Start of Block
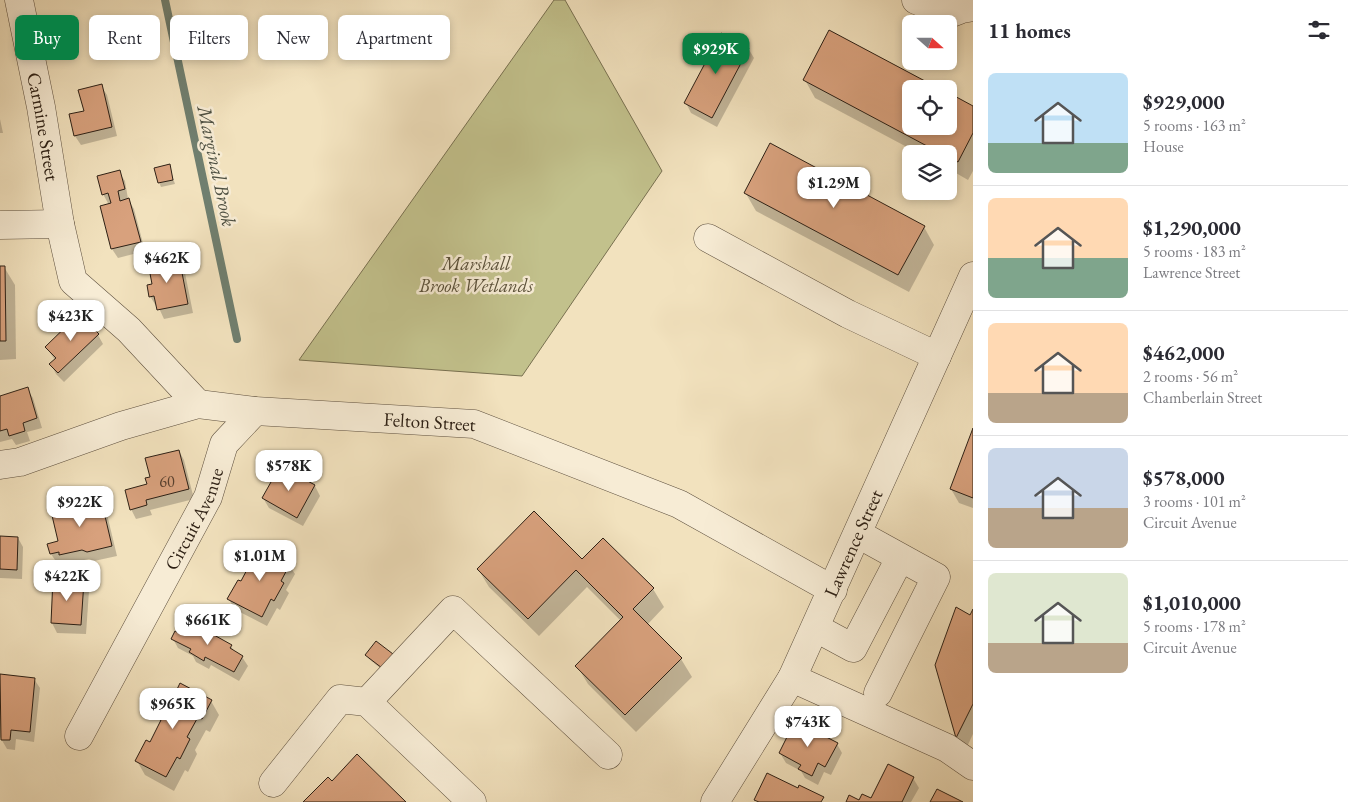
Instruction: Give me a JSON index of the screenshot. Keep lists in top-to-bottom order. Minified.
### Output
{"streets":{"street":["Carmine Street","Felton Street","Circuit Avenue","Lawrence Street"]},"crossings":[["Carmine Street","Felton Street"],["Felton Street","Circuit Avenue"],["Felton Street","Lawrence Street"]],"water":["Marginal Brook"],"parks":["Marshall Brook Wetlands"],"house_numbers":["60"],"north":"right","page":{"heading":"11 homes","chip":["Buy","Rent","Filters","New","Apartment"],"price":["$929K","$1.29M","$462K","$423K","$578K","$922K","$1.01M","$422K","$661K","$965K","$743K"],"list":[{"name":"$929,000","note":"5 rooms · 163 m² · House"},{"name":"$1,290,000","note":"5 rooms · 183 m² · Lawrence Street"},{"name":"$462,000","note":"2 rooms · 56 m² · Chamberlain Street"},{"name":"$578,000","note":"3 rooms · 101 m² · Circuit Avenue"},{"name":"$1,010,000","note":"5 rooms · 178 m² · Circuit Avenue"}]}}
End of Block
THE TASK:
Nothing but an exact copy of the data above, minus its pictures, should appear in the response.

THE ANSWER:
Instruction: Give me a JSON index of the screenshot. Keep lists in top-to-bottom order. Minified.
### Output
{"streets":{"street":["Carmine Street","Felton Street","Circuit Avenue","Lawrence Street"]},"crossings":[["Carmine Street","Felton Street"],["Felton Street","Circuit Avenue"],["Felton Street","Lawrence Street"]],"water":["Marginal Brook"],"parks":["Marshall Brook Wetlands"],"house_numbers":["60"],"north":"right","page":{"heading":"11 homes","chip":["Buy","Rent","Filters","New","Apartment"],"price":["$929K","$1.29M","$462K","$423K","$578K","$922K","$1.01M","$422K","$661K","$965K","$743K"],"list":[{"name":"$929,000","note":"5 rooms · 163 m² · House"},{"name":"$1,290,000","note":"5 rooms · 183 m² · Lawrence Street"},{"name":"$462,000","note":"2 rooms · 56 m² · Chamberlain Street"},{"name":"$578,000","note":"3 rooms · 101 m² · Circuit Avenue"},{"name":"$1,010,000","note":"5 rooms · 178 m² · Circuit Avenue"}]}}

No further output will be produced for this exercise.